Г. Б.: Я не мог предлагать Явлинскому эту работу, потому что работа была другая. Та, на которую Явлинский был неспособен. Про которую я заранее знал, что он с ней не справится… Но вернемся к Гайдару. Итак, я приезжаю в Сочи. Добираюсь до Бориса Николаевича со всеми наработками с 15-й дачи. Все ждали, что называется, не по дням, а по часам, что там произойдет. Горбачев даже опубликовал что-то вроде меморандума: «Бурбулис поехал, повез документы о том, как развалить Советский Союз», вроде как Советский Союз еще был. А его не было уже после августовских событий, после ГКЧП. И не надо сейчас, через 20 лет, выдумывать истории про развал страны, которой уже к тому моменту не существовало де-факто…
П. А.: С этим я согласен.
Г. Б.: Поэтому поиск шел так: не «быть или не быть Советскому Союзу», а как быть, чего нельзя не делать в той ситуации, в которой мы оказались. Дальше начинается то, чего тоже никто не видел и не слышал. Мы были втроем. Был еще Коржаков23, который приносил нам еду на берег и время от времени какие-то предлагал развлечения…
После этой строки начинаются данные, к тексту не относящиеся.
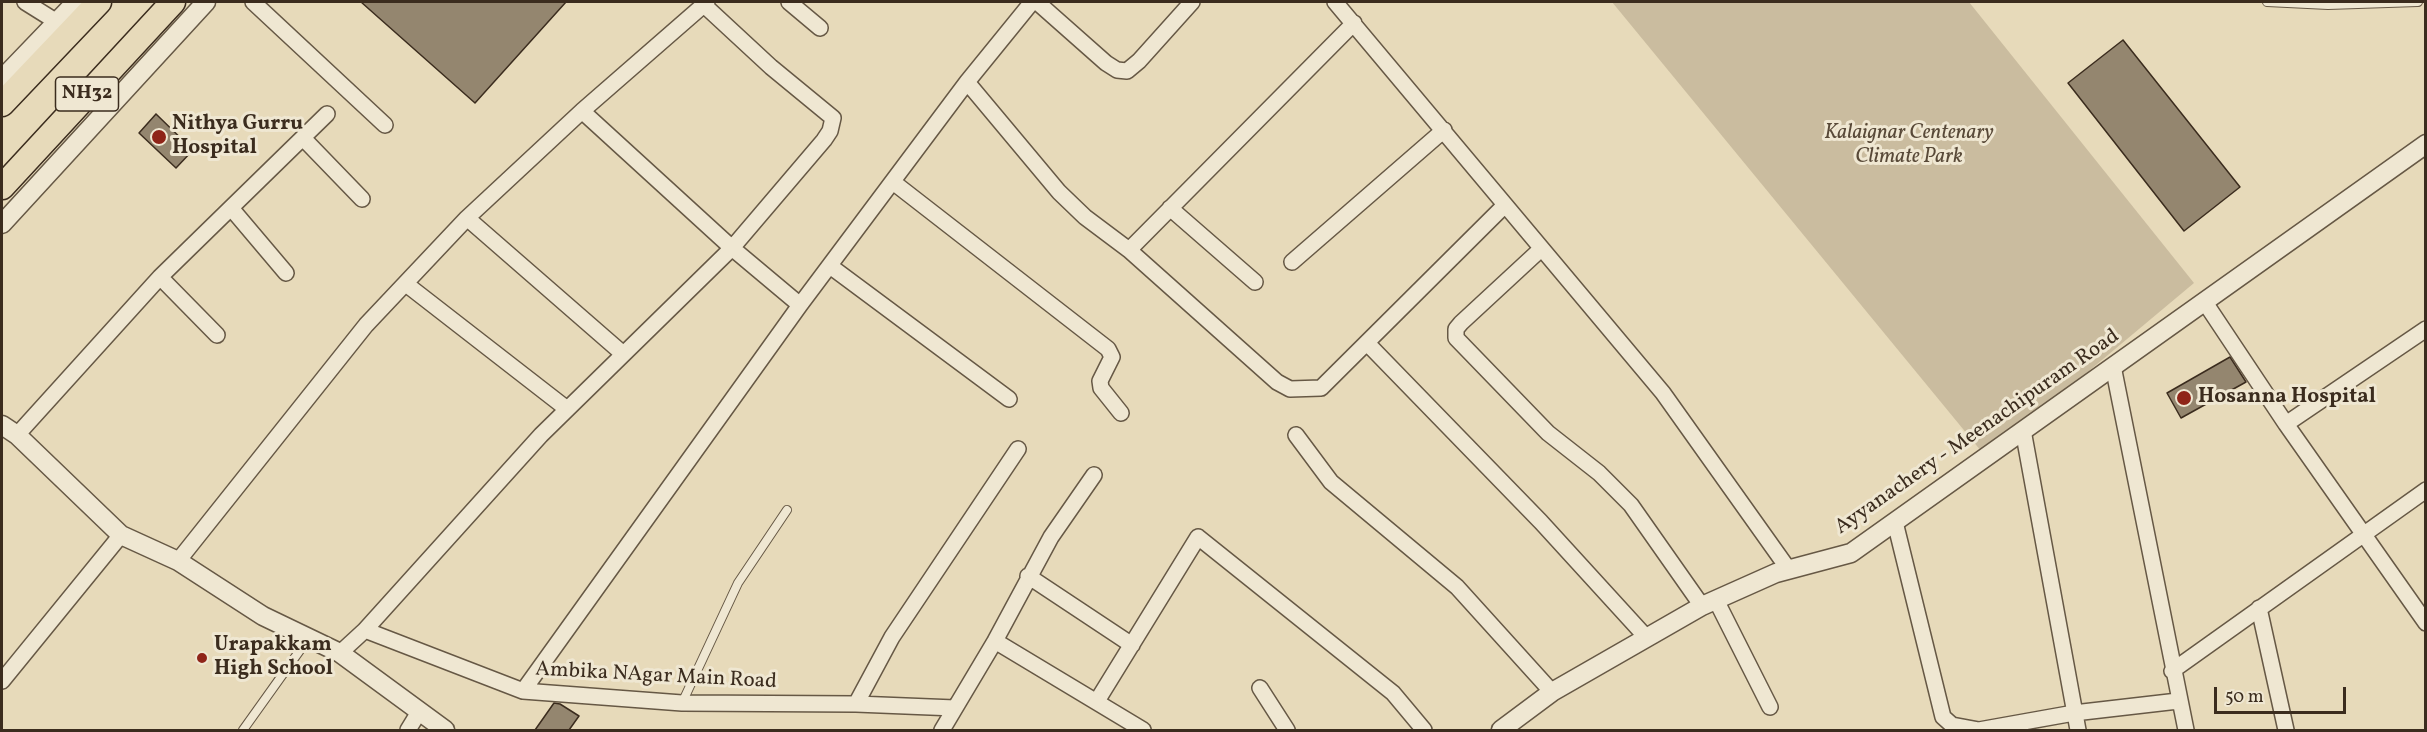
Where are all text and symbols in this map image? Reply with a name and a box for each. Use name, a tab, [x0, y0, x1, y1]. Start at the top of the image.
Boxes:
road number: NH32	[56, 77, 118, 111]
place label: Nithya Gurru Hospital	[172, 112, 303, 162]
park label: Kalaignar Centenary Climate Park	[1824, 121, 1994, 171]
marker: Nithya Gurru Hospital	[150, 128, 168, 146]
street label: Ayyanachery - Meenachipuram Road	[1831, 325, 2125, 541]
place label: Hosanna Hospital	[2198, 385, 2376, 411]
marker: Hosanna Hospital	[2175, 389, 2193, 407]
place label: Urapakkam High School	[214, 633, 333, 683]
marker: Urapakkam High School	[195, 651, 209, 665]
street label: Ambika NAgar Main Road	[535, 658, 777, 696]
scale bar	[2217, 675, 2349, 713]
text: 50 m	[2225, 685, 2264, 710]

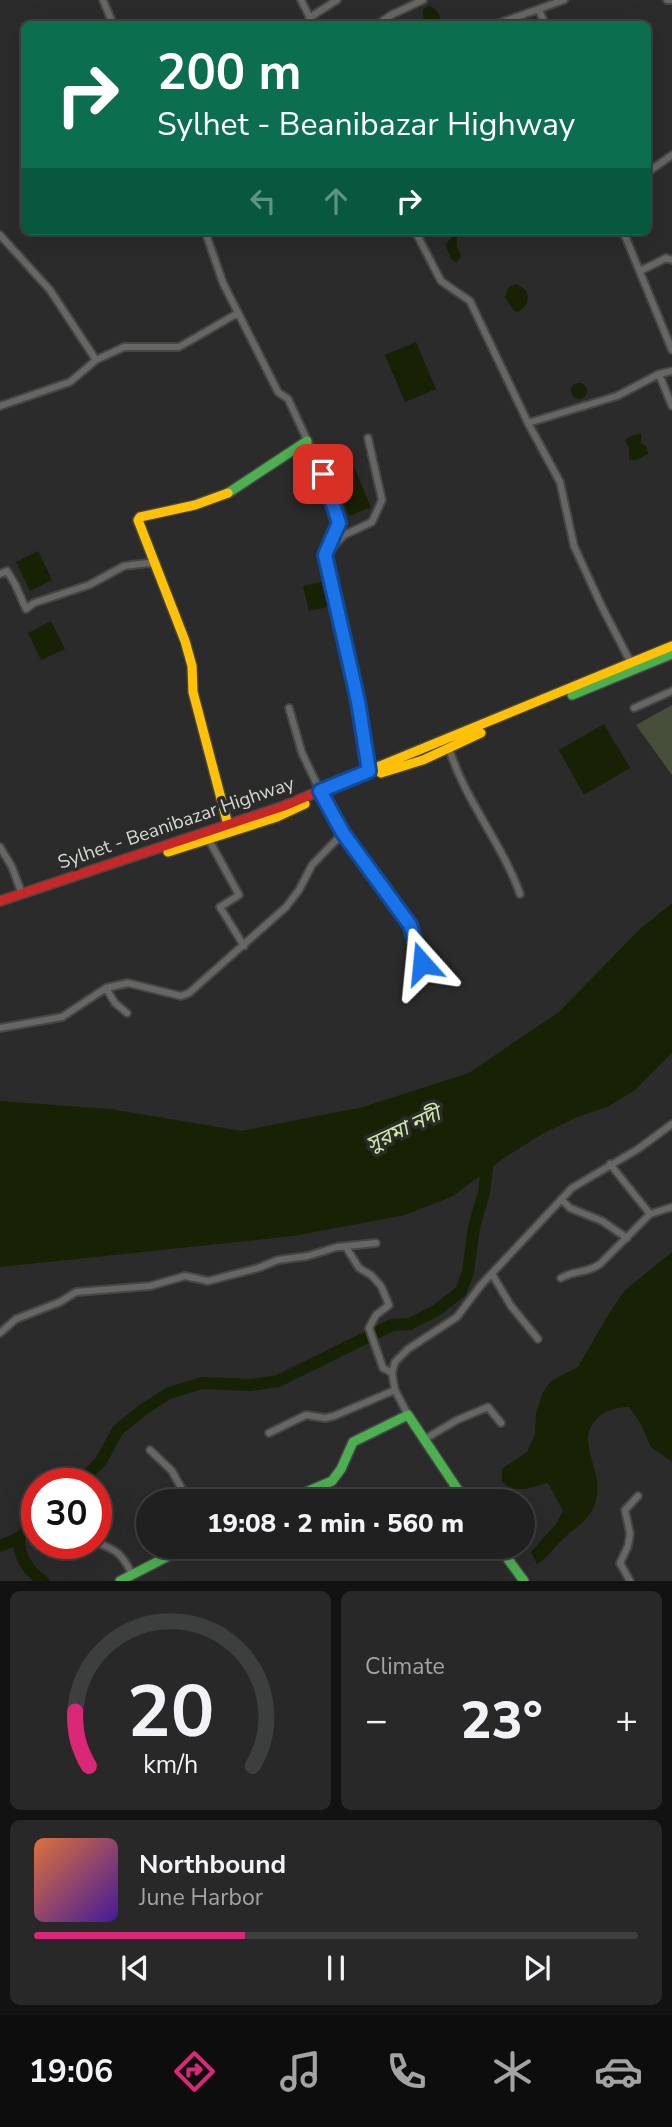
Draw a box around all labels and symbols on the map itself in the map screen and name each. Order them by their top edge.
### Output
pin [293,444,353,504]
street label: Sylhet - Beanibazar Highway [54,770,298,876]
position arrow [385,926,459,1000]
water label: সুরমা নদী [361,1098,449,1158]
speed limit sign: 30 [21,1468,112,1559]

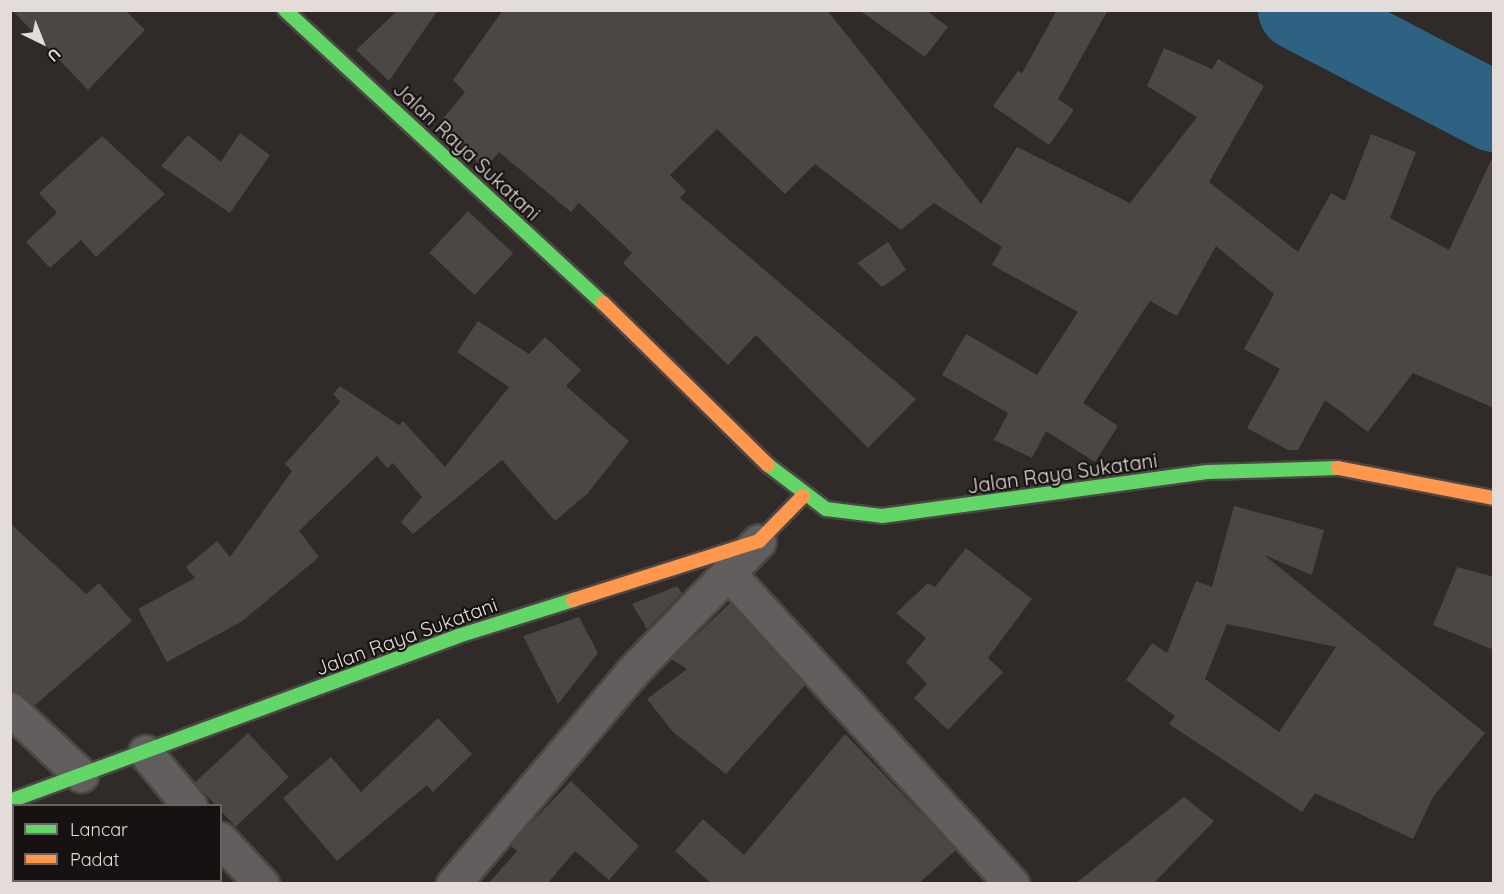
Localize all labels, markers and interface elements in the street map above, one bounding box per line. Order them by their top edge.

П. А.: Какие развлечения, интересно?
Г. Б.: Ну, теннис, баню… И вот там был еще один Ельцин, которого тоже в таком состоянии никто в принципе не видел. «Что предлагается?» — «Вот предлагается»…
У нас нет другого выхода, кроме как брать всю ответственность за территорию Российской Федерации на себя, но эта ответственность предполагает концентрацию всех усилий на Российской Федерации. Что делать с республиками? Мягко будем сотрудничать, но кормить и поить их нам нечем. Конструкция совершенно другая.
Что хорошо было: в гайдаровских бумагах идея тут же сопровождалась шагами, инструментом. Закон — указ, указ — закон, постановление. И понятно было, что предлагается и как это сделать. Проходим раз — Борис Николаевич: «Не могу. Как же так? Что, только так и не иначе?» — «Только так». — «А есть другая возможность?» — «Нет». И каждый день, пока мы теряем время на обсуждение, эти другие возможности безвозвратно тают, тают… Но финал такой: Ельцин говорит: если ничего другого нет, значит, будем делать так. Точка.
П. А.: А это ты сначала для себя решил, что это безальтернативно?
Г. Б.: У меня есть такой образ, я его считаю точным и таким содержательным. Есть ситуации, когда выбор заключается не между спектрами возможностей, а когда он настолько ограничен, что действия сводятся к тому, что нельзя не делать. То есть делать или не делать — у нас уже не было этого набора. Нельзя уже было это не делать!
П. А.: Это то, о чем мы с тобой говорили, Алик. Что на первом этапе любой реформатор делает вещи, которые заранее жестко детерминированы, они не являются частью концепции.